- Kategori
- İstanbul
1871'den bu yana biz 'insan' taşıyoruz.

İstanbul'da trafik sorunu bir başkadır. Yıllardır çözümlenmeye çalışılan bu mesele bir türlü çözüme kavuşamadı. Ne double yollar, ne trafik lambaları, ne yeni yapılan bağlantı yolları ve kavşaklar, ne yapılan metro ve tranway hatları ne de toplu taşıma araçlarına yapılan teşvik.
İstanbul'un trafik sorunu o kadar çok bilinmeyenli bir denklem ki çözüm bir türlü bulunamıyor.
Neden Acaba? Neden bir türlü çözüm bulunamıyor.
Şimdilerde İstanbul Büyükşehir Belediye'si İstanbul'un trafik sorununu çözebilmek için kolları sıvadı. Kendi buldukları yöntemlerin çözüm getirmediğini anladıklarından mı yoksa vatandaşlarında fikirlerinin alınmasının yararlı olabileceğini düşündüklerinden midir bilinmez; artık vatandaşlarında fikirleri sorulmaya başlandı.

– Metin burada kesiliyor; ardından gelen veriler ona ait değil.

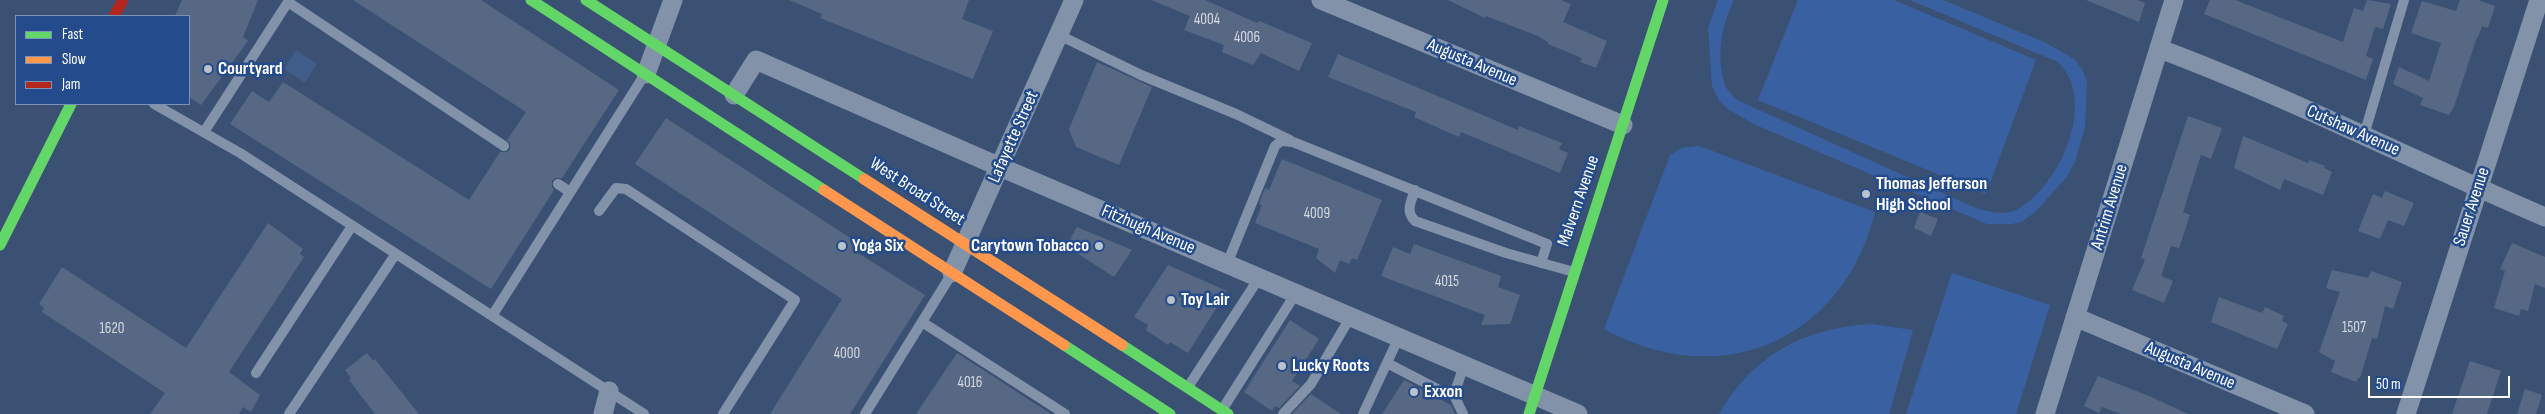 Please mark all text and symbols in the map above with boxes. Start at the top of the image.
house number: 4004 [1194,11,1220,29]
legend [15,15,190,105]
text: Fast [62,25,83,44]
house number: 4006 [1234,29,1260,47]
street label: Augusta Avenue [1424,34,1520,92]
text: Slow [62,50,86,69]
place label: Courtyard [218,58,283,80]
marker: Courtyard [202,63,214,75]
text: Jam [62,75,80,94]
street label: Lafayette Street [984,88,1044,186]
street label: Cutshaw Avenue [2303,101,2403,161]
street label: West Broad Street [865,153,969,231]
street label: Malvern Avenue [1553,153,1605,249]
street label: Antrim Avenue [2087,162,2133,252]
street label: Sauer Avenue [2449,165,2495,249]
place label: Thomas Jefferson High School [1876,173,1987,215]
marker: Thomas Jefferson High School [1860,188,1872,200]
street label: Fitzhugh Avenue [1098,201,1198,259]
house number: 4009 [1304,205,1330,223]
place label: Yoga Six [852,235,904,257]
place label: Carytown Tobacco [971,235,1089,257]
marker: Yoga Six [836,240,848,252]
marker: Carytown Tobacco [1093,240,1105,252]
house number: 4015 [1435,273,1459,291]
place label: Toy Lair [1181,289,1230,311]
marker: Toy Lair [1165,294,1177,306]
house number: 1507 [2342,319,2366,337]
house number: 1620 [100,320,124,338]
street label: Augusta Avenue [2142,337,2238,395]
house number: 4000 [834,345,860,363]
place label: Lucky Roots [1292,355,1370,377]
marker: Lucky Roots [1276,360,1288,372]
scale bar [2370,366,2512,398]
house number: 4016 [958,374,982,392]
text: 50 m [2376,375,2401,394]
place label: Exxon [1424,381,1462,403]
marker: Exxon [1408,386,1420,398] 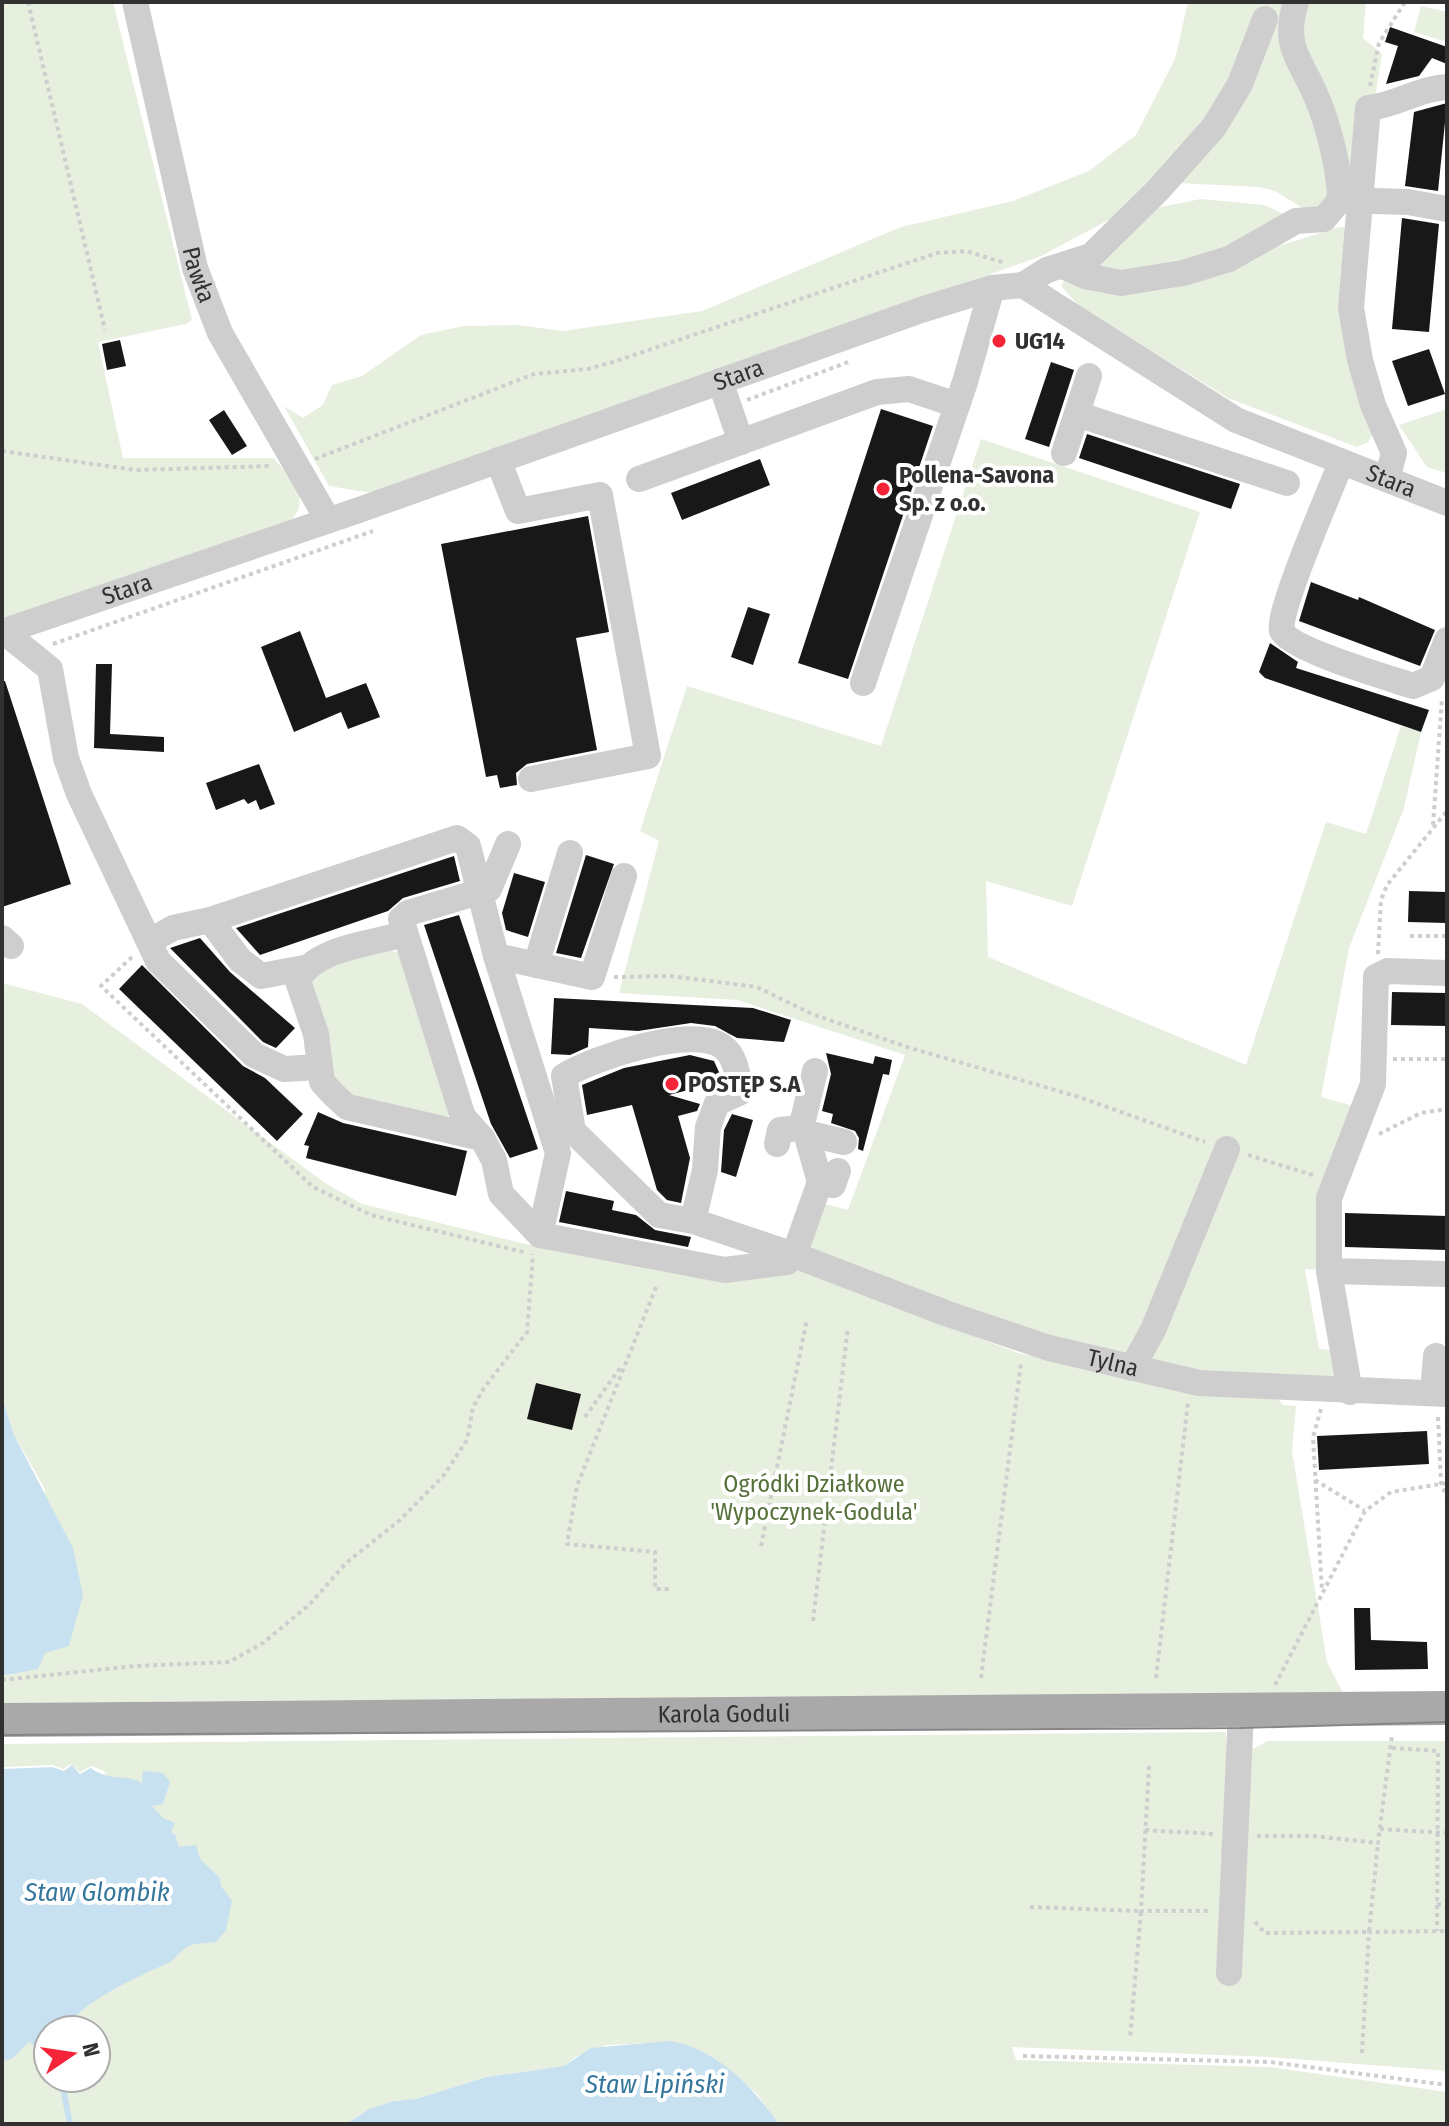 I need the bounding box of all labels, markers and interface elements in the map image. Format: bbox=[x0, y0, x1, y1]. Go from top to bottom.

Her mahalleden 30 hane seçilip, bu hanede yaşayan kişilerle anket yapılıyor. Konuyla alakalı birkaç sorudan sonra nasıl çözüm getirilebileceği, sikayetleri olup olmadığı -ki ne kadar dikkate alınacağı tartışılır- bu hanede yaşayayan kişilere soruluyor.
Kendi fikrimi söyleyecek olursam İBB problemdeki x'leri çözmeden sonucu bulmaya çalışıyor. Mesela, işine giden gelen kişilerin toplu taşıma araçlarını kullanması bir nebze de olsa trafiği rahatlatır.
Ama vatandaşlar nasıl kullansın ki...
1871'den bu yana biz "insan" taşıyoruz. Böyle söyleniyor. Genellikle İETT araçlarında görmeye alışık olduğumuz bu cümle acaba gerçeği yansıtıyor mu? Yansıtıyorsa da ne kadar yansıtıyor...
Ahmet amca işine gidecek ama nasıl gidecek. Sabahın erken saatlerinde işe gidecek ama sefer sayısı az. Mecburen durakta bekleyecek.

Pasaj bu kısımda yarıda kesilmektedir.